Il est intéressant de remarquer que les sciences s’interrogent sur les prises de décision en situation d’incertitude notamment dans le domaine financier, situations à risques telles que les séismes, et politiques.
Il est intéressant de comprendre ces mécanismes que les élèves vont mettre en oeuvre en ayant présent à l’esprit qu’une seule bonne décision n’est pas l’objectif visé mais une variété de réponses possibles. Mais ce qui fait la richesse et l’efficacité de ces cours d’arts plastiques est le fait de leur demander de prendre des décisions, de faire des choix dans le domaine de l’action. La récompense de cette décision ne sera pas économique mais « sociale »: le choix de l’élève sera reconnu par ses pairs.

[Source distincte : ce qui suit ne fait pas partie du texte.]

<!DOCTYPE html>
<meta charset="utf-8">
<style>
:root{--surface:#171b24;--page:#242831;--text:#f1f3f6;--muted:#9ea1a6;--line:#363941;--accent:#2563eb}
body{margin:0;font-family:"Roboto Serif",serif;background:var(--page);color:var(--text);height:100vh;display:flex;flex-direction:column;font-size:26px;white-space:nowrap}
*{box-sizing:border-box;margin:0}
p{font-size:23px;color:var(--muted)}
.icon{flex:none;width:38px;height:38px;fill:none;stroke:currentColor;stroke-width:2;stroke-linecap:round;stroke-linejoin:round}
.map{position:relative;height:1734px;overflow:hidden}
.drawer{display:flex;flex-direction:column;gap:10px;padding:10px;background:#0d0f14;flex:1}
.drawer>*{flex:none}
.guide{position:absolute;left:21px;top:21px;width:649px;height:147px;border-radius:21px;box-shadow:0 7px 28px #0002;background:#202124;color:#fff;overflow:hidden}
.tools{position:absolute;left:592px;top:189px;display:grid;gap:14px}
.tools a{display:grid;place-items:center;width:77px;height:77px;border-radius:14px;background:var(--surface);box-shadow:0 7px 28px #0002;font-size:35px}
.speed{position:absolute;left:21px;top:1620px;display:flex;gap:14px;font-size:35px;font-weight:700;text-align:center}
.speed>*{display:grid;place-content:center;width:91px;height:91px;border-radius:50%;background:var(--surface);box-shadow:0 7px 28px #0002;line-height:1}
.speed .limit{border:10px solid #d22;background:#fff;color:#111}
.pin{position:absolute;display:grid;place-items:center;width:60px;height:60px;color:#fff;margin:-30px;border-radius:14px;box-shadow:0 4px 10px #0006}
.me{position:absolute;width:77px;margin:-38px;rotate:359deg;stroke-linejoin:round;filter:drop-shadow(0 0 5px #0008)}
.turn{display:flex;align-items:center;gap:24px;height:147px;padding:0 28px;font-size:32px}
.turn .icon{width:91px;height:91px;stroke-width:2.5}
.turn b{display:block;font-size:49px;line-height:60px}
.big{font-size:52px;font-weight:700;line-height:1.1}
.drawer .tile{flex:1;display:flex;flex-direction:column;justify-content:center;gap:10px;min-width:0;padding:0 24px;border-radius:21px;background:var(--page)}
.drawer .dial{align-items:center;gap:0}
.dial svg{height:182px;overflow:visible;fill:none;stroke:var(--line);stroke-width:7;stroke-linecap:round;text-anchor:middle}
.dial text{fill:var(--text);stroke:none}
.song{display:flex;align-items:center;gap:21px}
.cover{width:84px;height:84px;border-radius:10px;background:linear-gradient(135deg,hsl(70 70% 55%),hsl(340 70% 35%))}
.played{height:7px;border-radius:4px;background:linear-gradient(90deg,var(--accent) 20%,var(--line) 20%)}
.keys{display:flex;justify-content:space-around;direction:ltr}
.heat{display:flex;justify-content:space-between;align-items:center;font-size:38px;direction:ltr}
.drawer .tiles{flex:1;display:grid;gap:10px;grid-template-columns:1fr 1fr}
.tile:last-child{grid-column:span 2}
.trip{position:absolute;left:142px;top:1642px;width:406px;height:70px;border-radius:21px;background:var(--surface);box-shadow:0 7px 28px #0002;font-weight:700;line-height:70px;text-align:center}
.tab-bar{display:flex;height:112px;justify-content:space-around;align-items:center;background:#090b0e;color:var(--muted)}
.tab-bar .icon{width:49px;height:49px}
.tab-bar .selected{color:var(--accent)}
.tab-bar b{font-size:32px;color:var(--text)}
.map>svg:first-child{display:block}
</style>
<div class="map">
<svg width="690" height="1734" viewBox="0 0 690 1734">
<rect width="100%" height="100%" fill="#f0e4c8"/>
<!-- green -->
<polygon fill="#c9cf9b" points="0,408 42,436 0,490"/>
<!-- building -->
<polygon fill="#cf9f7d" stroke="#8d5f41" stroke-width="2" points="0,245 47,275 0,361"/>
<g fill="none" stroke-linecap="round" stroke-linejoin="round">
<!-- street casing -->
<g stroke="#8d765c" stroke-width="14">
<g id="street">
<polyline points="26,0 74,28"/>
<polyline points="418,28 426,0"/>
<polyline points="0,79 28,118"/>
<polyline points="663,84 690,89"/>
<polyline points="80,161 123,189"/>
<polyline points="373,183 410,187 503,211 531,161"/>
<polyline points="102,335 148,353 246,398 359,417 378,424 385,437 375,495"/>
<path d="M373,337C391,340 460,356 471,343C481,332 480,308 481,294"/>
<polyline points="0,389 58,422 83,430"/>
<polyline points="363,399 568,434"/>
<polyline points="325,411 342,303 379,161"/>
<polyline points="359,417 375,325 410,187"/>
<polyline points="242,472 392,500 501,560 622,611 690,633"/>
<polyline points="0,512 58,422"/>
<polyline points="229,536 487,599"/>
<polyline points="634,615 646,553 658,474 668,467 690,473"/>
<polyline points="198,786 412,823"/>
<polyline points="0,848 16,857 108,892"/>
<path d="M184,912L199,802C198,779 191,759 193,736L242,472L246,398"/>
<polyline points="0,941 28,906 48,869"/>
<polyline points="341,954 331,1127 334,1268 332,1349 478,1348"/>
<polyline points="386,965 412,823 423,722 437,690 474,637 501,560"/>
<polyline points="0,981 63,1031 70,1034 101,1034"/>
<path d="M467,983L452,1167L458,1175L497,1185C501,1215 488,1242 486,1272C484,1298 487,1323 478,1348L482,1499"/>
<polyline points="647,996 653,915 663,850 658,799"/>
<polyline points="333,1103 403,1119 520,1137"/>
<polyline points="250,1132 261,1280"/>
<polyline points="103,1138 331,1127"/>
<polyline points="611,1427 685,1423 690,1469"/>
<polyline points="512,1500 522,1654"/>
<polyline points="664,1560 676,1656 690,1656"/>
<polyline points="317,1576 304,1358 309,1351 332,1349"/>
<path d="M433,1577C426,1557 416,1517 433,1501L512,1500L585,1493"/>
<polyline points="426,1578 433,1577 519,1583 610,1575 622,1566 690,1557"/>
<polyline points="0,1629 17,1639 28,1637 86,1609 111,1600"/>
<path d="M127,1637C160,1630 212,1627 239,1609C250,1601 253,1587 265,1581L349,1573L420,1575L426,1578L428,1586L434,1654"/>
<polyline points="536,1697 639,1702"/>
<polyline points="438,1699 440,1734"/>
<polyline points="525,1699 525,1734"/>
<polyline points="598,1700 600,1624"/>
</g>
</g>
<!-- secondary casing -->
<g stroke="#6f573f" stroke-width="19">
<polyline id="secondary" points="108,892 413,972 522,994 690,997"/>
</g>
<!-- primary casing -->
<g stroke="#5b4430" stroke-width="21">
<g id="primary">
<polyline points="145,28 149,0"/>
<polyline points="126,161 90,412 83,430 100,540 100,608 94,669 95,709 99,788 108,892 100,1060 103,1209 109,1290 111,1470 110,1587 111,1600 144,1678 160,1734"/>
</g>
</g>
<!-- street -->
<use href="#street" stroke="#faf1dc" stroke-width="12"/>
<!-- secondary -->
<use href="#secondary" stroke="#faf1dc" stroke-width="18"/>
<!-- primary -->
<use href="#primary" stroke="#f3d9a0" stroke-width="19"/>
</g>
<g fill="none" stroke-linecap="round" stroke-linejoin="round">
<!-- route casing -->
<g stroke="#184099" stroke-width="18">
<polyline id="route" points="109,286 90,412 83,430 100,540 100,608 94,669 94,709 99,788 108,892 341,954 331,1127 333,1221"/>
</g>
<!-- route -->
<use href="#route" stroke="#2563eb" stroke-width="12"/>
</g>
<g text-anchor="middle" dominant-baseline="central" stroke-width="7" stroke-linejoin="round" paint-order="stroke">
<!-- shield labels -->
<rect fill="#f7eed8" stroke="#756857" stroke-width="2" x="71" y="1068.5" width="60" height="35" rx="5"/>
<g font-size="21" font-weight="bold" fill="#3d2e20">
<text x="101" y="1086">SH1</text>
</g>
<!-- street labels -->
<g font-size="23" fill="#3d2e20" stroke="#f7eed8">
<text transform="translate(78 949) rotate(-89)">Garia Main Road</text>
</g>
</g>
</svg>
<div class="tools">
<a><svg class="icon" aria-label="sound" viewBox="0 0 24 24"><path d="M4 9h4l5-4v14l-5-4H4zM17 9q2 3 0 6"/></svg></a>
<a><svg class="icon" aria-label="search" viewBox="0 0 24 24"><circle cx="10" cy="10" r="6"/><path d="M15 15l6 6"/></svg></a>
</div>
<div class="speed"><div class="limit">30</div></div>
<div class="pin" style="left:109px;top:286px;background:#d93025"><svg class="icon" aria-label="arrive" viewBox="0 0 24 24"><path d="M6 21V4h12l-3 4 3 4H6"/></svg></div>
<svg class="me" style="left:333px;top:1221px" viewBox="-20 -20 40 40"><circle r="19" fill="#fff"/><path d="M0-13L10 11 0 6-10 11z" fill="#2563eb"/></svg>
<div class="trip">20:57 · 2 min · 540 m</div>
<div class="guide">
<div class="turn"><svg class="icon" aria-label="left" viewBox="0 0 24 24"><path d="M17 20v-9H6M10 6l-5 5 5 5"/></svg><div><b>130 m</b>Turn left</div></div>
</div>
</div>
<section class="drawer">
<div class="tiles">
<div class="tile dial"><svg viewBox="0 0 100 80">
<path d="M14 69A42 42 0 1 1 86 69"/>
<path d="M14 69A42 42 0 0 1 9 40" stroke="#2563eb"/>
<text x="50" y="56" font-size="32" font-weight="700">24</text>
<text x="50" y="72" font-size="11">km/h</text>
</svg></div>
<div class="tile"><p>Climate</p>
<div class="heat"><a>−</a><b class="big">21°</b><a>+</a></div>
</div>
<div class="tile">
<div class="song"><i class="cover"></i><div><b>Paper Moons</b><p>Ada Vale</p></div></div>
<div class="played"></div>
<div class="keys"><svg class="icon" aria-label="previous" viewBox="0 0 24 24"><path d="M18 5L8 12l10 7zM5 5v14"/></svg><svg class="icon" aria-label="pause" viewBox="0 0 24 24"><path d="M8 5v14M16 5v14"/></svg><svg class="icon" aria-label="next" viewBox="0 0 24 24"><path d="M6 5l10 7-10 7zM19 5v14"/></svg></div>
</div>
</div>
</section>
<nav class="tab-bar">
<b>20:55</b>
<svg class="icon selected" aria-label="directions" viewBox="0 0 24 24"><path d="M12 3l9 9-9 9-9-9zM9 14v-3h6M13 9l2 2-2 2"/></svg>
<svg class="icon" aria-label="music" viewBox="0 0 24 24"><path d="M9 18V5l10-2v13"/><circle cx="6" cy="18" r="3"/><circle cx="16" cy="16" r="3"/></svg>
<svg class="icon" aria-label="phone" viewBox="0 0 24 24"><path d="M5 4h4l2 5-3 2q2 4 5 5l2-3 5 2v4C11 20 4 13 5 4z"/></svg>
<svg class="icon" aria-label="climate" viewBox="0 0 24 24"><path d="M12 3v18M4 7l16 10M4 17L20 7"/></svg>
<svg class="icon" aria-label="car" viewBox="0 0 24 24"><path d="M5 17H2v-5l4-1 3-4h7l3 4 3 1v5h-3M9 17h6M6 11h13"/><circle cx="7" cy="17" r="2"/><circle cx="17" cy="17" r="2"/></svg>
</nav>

Le problème n’est pas de gérer l’incertitude mais d’apprendre aux élèves de se gérer dans l’incertitude. L’approche socio-constructiviste de nos cours gèrent cela. L’élève sait qu’il n’est pas seul face à ce problème ouvert ce qui relativise le climat incertain. Puis, après avoir traversé quelques situations incertaines, c’est une nouvelle posture que l’élève va acquérir: celle de choisir un « possible » avec la certitude que sa proposition figure dans le champ des « possibles ».